• TASK DETAILS
Copy out every line of the records in which "Annotate" can be found.

• EXTRACTED RECORDS
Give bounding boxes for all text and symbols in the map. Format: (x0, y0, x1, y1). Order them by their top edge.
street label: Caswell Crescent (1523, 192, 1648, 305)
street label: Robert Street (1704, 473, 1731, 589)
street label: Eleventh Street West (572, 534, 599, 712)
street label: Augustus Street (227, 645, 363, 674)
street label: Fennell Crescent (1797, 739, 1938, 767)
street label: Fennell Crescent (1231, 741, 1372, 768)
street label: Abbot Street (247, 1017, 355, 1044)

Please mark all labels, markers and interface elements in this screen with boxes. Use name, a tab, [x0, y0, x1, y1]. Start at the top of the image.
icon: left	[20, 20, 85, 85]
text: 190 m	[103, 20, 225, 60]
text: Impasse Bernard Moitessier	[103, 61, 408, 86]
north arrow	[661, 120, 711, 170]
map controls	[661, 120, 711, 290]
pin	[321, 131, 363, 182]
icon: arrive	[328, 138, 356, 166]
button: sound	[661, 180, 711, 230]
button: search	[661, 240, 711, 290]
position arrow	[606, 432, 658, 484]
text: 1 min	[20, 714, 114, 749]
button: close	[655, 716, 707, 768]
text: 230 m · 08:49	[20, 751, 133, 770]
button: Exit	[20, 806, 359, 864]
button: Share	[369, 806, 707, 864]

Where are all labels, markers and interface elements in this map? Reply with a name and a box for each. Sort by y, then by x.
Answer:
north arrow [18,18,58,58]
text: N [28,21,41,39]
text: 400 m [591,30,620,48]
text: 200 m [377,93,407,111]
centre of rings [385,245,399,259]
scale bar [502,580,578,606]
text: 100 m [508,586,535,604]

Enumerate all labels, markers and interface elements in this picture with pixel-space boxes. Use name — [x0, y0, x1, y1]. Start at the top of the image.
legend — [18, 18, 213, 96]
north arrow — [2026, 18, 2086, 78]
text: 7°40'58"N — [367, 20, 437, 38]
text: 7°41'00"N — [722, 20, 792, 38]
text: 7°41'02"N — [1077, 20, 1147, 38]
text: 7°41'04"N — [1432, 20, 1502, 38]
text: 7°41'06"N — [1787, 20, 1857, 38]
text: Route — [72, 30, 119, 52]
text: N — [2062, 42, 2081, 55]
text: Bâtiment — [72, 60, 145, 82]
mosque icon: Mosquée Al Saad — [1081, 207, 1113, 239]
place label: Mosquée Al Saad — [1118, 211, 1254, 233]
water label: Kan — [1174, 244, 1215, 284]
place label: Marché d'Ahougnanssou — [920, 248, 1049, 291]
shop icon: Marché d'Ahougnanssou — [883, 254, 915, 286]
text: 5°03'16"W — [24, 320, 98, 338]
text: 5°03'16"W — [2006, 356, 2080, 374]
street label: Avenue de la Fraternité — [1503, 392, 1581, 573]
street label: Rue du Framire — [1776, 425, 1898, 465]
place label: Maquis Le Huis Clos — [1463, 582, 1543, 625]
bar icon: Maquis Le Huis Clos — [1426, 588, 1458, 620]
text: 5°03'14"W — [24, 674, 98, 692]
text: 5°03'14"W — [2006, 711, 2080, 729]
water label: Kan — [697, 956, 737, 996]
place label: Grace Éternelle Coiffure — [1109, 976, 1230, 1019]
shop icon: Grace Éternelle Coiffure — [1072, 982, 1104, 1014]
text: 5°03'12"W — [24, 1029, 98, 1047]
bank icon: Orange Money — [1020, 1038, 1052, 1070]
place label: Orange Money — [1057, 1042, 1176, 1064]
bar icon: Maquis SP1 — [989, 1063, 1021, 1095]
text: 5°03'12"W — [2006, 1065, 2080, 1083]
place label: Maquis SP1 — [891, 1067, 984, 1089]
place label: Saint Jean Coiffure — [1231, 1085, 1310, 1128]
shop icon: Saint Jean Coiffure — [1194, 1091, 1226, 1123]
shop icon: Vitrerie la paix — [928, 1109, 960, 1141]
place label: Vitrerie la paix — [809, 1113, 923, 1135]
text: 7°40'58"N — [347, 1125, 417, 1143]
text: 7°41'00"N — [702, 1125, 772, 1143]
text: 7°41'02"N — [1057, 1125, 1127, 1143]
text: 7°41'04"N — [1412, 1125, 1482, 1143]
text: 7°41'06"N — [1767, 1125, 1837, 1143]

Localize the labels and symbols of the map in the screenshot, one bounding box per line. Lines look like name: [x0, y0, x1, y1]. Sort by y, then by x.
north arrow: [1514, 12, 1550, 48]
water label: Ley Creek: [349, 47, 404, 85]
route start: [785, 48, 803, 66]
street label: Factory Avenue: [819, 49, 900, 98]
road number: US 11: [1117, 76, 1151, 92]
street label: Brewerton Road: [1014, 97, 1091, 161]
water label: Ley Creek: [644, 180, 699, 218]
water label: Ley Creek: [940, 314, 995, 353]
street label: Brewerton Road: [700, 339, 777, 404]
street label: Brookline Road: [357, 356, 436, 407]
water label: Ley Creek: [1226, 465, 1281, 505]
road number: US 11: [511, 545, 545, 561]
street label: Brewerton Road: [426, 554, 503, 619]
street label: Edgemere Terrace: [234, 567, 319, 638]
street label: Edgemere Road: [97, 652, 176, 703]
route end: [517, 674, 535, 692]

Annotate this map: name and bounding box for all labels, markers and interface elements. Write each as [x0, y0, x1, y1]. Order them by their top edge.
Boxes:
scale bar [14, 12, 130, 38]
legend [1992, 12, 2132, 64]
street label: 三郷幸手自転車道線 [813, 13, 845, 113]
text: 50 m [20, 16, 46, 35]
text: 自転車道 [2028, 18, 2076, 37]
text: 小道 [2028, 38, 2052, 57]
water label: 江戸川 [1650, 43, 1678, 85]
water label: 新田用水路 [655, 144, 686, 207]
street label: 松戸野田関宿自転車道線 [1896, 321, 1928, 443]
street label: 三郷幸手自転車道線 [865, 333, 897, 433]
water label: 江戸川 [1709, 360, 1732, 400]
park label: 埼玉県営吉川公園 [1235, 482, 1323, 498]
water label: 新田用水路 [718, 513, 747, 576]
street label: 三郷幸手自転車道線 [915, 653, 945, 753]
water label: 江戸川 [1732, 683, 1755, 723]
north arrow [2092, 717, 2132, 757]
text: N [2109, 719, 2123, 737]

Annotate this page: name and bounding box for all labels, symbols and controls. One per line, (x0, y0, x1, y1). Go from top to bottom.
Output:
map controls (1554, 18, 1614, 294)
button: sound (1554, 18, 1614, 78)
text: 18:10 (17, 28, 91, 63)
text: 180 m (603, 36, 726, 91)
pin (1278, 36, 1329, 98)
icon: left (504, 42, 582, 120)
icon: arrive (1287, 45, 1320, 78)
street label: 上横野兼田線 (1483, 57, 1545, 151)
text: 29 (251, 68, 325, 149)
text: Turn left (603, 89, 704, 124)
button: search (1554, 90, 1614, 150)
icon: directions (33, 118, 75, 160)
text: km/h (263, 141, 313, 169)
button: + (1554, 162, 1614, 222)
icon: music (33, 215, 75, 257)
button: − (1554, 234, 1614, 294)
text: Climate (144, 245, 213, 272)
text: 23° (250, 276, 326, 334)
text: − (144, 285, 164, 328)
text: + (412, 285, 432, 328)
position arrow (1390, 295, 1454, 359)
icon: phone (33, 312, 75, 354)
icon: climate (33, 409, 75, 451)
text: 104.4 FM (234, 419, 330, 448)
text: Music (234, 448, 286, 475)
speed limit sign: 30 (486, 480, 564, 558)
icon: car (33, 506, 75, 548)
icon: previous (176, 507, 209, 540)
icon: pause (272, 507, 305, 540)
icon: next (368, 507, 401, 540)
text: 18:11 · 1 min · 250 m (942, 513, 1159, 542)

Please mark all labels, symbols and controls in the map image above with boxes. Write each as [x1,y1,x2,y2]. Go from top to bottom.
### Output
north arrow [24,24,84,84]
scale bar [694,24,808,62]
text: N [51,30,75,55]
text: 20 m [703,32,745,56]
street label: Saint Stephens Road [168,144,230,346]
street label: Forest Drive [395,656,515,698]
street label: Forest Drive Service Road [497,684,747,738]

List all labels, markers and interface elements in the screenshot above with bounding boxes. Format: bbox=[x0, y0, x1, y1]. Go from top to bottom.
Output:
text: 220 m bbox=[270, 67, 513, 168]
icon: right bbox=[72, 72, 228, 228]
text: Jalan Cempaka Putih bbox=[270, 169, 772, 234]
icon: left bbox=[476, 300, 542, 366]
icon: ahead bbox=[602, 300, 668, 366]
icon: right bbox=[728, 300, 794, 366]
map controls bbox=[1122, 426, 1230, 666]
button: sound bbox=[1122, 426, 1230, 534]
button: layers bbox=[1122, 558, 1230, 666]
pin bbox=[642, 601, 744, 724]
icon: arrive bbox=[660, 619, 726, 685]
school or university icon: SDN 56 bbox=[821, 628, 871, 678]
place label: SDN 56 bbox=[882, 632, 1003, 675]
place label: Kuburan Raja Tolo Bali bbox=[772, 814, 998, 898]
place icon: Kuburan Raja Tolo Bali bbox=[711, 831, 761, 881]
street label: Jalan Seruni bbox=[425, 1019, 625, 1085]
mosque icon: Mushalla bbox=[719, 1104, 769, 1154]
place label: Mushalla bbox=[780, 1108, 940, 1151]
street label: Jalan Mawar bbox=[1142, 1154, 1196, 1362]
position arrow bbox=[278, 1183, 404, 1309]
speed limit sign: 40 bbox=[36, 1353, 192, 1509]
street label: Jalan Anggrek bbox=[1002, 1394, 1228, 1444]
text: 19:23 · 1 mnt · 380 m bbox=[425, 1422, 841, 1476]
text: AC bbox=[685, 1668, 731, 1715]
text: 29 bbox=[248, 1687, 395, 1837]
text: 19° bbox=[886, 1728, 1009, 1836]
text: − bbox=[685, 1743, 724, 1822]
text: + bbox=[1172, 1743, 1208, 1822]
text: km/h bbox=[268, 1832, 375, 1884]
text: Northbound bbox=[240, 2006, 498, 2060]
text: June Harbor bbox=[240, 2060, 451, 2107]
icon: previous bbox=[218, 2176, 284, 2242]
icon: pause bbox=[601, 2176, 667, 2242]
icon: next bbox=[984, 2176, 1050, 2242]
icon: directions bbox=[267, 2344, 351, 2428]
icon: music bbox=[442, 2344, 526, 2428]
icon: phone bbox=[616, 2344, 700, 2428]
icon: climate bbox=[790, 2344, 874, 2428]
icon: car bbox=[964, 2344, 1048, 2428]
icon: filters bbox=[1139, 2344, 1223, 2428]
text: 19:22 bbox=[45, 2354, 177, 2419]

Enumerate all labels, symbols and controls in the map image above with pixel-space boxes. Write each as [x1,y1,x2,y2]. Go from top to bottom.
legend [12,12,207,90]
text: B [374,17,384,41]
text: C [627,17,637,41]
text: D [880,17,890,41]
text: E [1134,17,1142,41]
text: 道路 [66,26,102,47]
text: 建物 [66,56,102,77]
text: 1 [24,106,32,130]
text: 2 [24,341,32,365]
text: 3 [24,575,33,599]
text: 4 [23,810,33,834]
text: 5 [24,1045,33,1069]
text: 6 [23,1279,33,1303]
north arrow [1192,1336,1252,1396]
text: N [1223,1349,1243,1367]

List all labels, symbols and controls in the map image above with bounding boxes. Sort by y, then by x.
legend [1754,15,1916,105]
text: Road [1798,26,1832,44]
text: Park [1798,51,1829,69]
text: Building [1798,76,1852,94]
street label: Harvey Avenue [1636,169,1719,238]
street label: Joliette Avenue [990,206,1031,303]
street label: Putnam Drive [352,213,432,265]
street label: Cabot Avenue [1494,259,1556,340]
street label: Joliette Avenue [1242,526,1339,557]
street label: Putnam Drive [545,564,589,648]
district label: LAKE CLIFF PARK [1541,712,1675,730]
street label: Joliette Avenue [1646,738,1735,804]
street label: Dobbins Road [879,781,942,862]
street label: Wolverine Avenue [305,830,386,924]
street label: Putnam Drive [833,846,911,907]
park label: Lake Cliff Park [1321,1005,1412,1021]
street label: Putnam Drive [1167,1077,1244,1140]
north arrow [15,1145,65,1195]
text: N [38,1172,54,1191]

• SOLUTION TO THIS EXERCISE
Annotate this map: name and bounding box for all labels, markers and interface elements. Write each as [x0, y0, x1, y1]. Order them by their top edge.
Annotate this page: name and bounding box for all labels, symbols and controls. One per line, (x0, y0, x1, y1). Go from top to bottom.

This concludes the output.